El documento enumera operaciones que podrían ser consideradas señales de alerta, entre ellas:
depósitos o retiros frecuentes en efectivo por debajo de montos de reporte obligatorio; uso de plataformas de pago o empresas de servicios monetarios no registradas; utilización de empresas fantasma o cuentas intermediarias; y movimientos financieros relacionados con esquemas de nómina fuera de registros oficiales.
Uno de los puntos con mayores implicaciones para la población migrante es la referencia al uso del ITIN (Número de Identificación Personal del Contribuyente).
La orden establece que el uso de este documento fiscal para abrir cuentas bancarias o solicitar productos financieros, cuando el usuario carezca de un estatus migratorio legal verificado, podrá ser considerado un “factor de riesgo” sujeto a revisión reforzada.
Actualmente, millones de trabajadores indocumentados utilizan el ITIN para cumplir obligaciones fiscales y acceder a servicios financieros básicos en Estados Unidos.
Bancos podrán solicitar más información migratoria
La orden ejecutiva también abre la puerta para que bancos y otras instituciones financieras soliciten información adicional relacionada con el estatus migratorio o autorización laboral de ciertos clientes, siempre que las entidades consideren que existen riesgos asociados con fraude, robo de identidad, evasión de sanciones u otras actividades ilícitas.
Además, la administración Trump instruyó a los reguladores financieros federales a revisar los programas de identificación de clientes y evaluar riesgos relacionados con documentos de identificación extranjeros, incluidas matrículas consulares.
En paralelo, la Oficina para la Protección Financiera del Consumidor deberá analizar si la posibilidad de deportación o pérdida de empleo puede considerarse un elemento que afecte la capacidad de pago de personas migrantes al momento de otorgar créditos, hipotecas o financiamiento.
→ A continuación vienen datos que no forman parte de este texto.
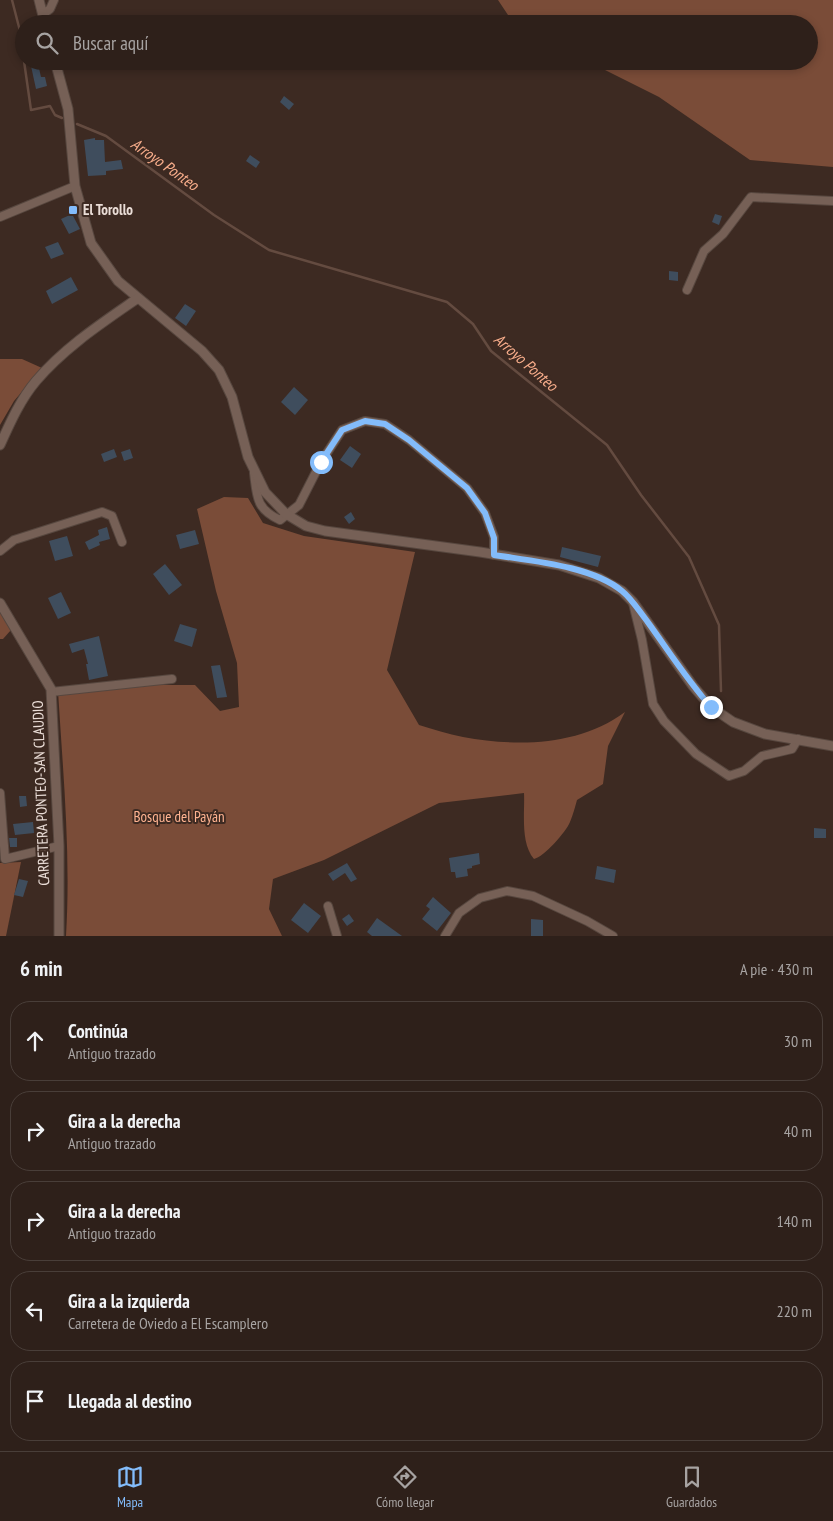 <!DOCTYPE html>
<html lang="es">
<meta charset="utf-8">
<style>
body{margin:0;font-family:"PT Sans Narrow",sans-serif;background:#3a2d27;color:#f1f3f6}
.stop{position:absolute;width:15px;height:15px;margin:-11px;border:4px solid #83bcfb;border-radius:50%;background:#fff}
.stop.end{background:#83bcfb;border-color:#fff;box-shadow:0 1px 5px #0008}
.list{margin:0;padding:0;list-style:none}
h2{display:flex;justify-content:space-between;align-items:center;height:65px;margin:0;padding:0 20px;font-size:21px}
h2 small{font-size:16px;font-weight:400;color:#a7a3a2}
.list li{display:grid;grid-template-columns:32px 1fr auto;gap:15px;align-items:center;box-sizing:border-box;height:80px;margin:0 10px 10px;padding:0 10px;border:1px solid #493e39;border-radius:20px}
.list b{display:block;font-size:19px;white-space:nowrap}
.list p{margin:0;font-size:16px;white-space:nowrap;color:#a7a3a2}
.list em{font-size:16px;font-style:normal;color:#a7a3a2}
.icon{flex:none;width:28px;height:28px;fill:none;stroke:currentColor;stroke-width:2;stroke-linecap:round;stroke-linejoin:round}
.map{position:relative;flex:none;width:833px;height:936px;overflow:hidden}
.search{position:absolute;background:#2e201a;box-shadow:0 2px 8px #0003;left:15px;right:15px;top:15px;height:55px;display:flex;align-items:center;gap:12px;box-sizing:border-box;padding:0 18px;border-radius:28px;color:#a7a3a2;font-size:19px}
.sheet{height:515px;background:#2e201a}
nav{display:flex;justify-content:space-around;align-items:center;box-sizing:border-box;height:70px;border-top:1px solid #493e39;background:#2e201a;font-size:14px;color:#a7a3a2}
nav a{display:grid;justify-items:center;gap:2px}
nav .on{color:#83bcfb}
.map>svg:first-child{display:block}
.forest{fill:#7a4c38}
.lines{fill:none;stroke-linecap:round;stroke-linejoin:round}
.stream{stroke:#644b40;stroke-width:2.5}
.building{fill:#3f4d5d}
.minor-casing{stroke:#57473f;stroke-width:10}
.tertiary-casing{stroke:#57473f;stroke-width:11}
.minor{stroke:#766056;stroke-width:8}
.tertiary{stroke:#766056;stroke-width:9}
.route{stroke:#83bcfb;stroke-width:6}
.poi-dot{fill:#83bcfb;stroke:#3d2a22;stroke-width:2}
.labels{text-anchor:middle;stroke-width:4;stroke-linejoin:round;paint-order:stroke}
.poi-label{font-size:15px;font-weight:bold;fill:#eaddd7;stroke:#3d2a22;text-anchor:start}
.street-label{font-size:15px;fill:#eaddd7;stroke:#3d2a22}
.park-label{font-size:15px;fill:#ffb391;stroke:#3d2a22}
.water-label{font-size:16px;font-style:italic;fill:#f8ad8b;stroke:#3d2a22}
</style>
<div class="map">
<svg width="833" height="936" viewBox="0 0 833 936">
<rect width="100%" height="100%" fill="#3d2a22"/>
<g class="forest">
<path d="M498,0H833V167L750,160L659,97L587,61H809V24H514Z"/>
<path d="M0,359H22L42,368L14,401L0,425Z"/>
<path d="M224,497L248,498L263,523L304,536L415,552L387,670L419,725C433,729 448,734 463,737C518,747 579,746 625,712L608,746L603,784L577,800C575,807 573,815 570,822C566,832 544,857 534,859C520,843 525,812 524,793L439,803L324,860L273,879L269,909L282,936H66C71,854 63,773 58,691L109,685H195L220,711L239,707L237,663L216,591L197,509Z"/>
<path d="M0,611L11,630L3,639H0Z"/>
<path d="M21,862L6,936H0V863Z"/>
</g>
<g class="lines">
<g class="stream">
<path d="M12,0L20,31L24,56"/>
<path d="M24,61L31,110L50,106L55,115L62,118"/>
<path d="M77,124L106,136L214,215L269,250L447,302L473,324L491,351L607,445L641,495L689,557L719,625L721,691"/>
</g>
</g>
<g class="building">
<path d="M38,64L41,77H45L47,86L36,89L31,66Z"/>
<path d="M284,96L294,104L289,110L280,102Z"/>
<path d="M95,138V140H104L105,162L121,160L123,169L106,171V175L88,176L84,140Z"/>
<path d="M250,155L260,162L256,168L246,161Z"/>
<path d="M72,214L80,229L69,234L61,219Z"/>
<path d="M715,214L722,216L719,225L712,222Z"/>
<path d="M58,242L64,254L51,259L45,247Z"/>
<path d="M669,271L678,272V281L669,280Z"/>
<path d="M71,277L78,290L52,304L46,291Z"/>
<path d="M185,304L196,311L186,326L175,318Z"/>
<path d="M294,387L308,400L295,415L281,402Z"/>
<path d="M350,446L361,454L352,468L340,460Z"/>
<path d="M114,449L117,457L104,462L101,454Z"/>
<path d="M130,449L133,458L124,461L121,452Z"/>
<path d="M351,512L355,519L349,524L344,517Z"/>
<path d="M107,527L110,539L99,542L100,545L89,550L85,542L99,535L98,530Z"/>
<path d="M195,530L199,544L180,549L176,535Z"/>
<path d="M67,536L73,556L55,561L49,541Z"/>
<path d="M562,547L601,556L598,567L560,557Z"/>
<path d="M165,564L182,585L169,595L153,574Z"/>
<path d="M61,592L71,613L58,619L48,598Z"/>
<path d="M180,624L197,629L192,647L174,641Z"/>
<path d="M99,636L108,676L89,680L86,664H88L84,649L72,653L69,644Z"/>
<path d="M220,665L227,697L217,698L211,666Z"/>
<path d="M19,796H26L27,806L20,807Z"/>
<path d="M33,822L34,833L15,835L13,824Z"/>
<path d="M814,828L826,829V838H814Z"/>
<path d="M9,838H17V847H10Z"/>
<path d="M479,853L480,864L472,866V868L467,869L468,876L456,878L455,872H451L449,858Z"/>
<path d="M347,863L357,879L351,882L345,873L333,881L328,874Z"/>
<path d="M597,866L616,870L614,883L595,879Z"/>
<path d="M19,879L28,881L23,897L14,895Z"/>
<path d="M433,897L451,913L437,931L422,919L430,909L426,906Z"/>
<path d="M304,903L321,916L308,933L291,920Z"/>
<path d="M349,914L354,921L347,926L342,919Z"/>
<path d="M377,918L402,936H372L367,932Z"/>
<path d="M531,919L543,920V936H531Z"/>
</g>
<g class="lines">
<defs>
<g id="minor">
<path d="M42,15L50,9L54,0"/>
<path d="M0,217L75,186"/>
<path d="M687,290L704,251L723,234L751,197L833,201"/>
<path d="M254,473C257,497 256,509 280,520L299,505L321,462L342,430L365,421L385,424L409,440L467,488L485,513L494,537V555"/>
<path d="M0,551L14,540L102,512L112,516L122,542"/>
<path d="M633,603L642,640L653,704L664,721L696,754L729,776L744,771L762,756L792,749L798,739"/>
<path d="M51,692L172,679"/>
<path d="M0,793L5,859L59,846"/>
<path d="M328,906L337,936"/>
<path d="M445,936L459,913L480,898L507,891L533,896L587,921L613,936"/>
</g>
<g id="tertiary">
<path d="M39,0L45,24"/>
<path d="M55,61L68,109L75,186L91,243L118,281L202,351L219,370L232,397L248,457L265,492L286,514L306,526L325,531L480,552L559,565L599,578L622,591L633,602L693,686L711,707L733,722L765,734L833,746"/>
<path d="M0,445C10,423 20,400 36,381C65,347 102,323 138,298"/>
<path d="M0,603L51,689L59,846V936"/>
</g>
</defs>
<use href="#minor" class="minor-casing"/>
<use href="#tertiary" class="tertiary-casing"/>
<use href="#minor" class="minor"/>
<use href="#tertiary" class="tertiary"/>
</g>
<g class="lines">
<path class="route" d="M321,462L342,430L365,421L385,424L409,440L467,488L485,513L494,538V555C532,561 592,566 622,591C632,599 639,611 647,621C668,650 687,680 711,707"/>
</g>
<rect class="poi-dot" x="68" y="205" width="10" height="10" rx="2.5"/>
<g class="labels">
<g class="poi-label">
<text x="83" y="215">El Torollo</text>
</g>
<g class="street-label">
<text transform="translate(41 793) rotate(-92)" y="5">CARRETERA PONTEO-SAN CLAUDIO</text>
</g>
<g class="park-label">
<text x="179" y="822">Bosque del Payán</text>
</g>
<g class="water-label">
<text transform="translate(165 164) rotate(35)" y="6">Arroyo Ponteo</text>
<text transform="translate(526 362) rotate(41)" y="6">Arroyo Ponteo</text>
</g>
</g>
</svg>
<div class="stop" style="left:321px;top:462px"></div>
<div class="stop end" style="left:711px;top:707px"></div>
<div class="search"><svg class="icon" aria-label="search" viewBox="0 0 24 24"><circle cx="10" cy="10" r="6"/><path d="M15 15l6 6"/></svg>Buscar aquí</div>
</div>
<section class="sheet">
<h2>6 min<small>A pie · 430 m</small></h2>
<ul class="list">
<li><svg class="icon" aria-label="ahead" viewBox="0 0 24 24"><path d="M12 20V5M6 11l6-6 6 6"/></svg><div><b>Continúa</b><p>Antiguo trazado</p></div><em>30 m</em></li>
<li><svg class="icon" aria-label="right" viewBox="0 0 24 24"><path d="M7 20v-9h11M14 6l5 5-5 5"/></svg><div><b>Gira a la derecha</b><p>Antiguo trazado</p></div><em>40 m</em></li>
<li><svg class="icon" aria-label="right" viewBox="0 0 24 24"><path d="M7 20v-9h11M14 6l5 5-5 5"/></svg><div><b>Gira a la derecha</b><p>Antiguo trazado</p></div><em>140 m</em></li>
<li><svg class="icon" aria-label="left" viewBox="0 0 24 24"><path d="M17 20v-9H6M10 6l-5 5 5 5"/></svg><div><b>Gira a la izquierda</b><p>Carretera de Oviedo a El Escamplero</p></div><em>220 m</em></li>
<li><svg class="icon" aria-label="arrive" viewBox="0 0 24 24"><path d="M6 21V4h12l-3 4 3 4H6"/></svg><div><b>Llegada al destino</b></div></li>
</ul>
</section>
<nav>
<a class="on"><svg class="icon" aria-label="map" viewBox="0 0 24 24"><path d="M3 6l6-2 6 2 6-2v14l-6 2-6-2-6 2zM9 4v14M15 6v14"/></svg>Mapa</a>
<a><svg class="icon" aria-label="directions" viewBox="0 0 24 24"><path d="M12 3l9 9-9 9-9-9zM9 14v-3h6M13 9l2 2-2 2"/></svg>Cómo llegar</a>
<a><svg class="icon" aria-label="saved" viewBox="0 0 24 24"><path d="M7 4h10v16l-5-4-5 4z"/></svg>Guardados</a>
</nav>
Posibles efectos sobre las remesas
Especialistas consultados por medios estadounidenses consideran que las nuevas disposiciones podrían traducirse en mayores requisitos de verificación para usuarios de servicios financieros y empresas remesadoras.
Aunque las transferencias de dinero a México continuarán siendo legales, analistas advierten que el endurecimiento regulatorio podría generar:
incremento en revisiones de identidad; retrasos en operaciones;mayores costos de cumplimiento para instituciones financieras;y un desplazamiento parcial hacia mecanismos informales de envío de dinero.
México se mantiene como uno de los principales receptores de remesas a nivel mundial. Durante 2025, el país recibió más de 65 mil millones de dólares provenientes principalmente de trabajadores mexicanos radicados en Estados Unidos.
Las remesas representan una fuente esencial de ingresos para millones de familias mexicanas y tienen un peso significativo en economías locales de entidades como Michoacán, Guanajuato, Jalisco, Zacatecas y Oaxaca.
Implementación gradual
La orden ejecutiva establece distintos plazos para la implementación de medidas regulatorias. Algunas disposiciones deberán desarrollarse en un periodo de 60 a 90 días, mientras que otras podrían concretarse en los próximos seis meses mediante modificaciones a normas de la Ley de Secreto Bancario y regulaciones financieras federales.
Hasta el momento, el gobierno mexicano no ha fijado una postura oficial respecto al contenido de la orden ejecutiva ni sobre posibles afectaciones para connacionales que envían remesas desde Estados Unidos.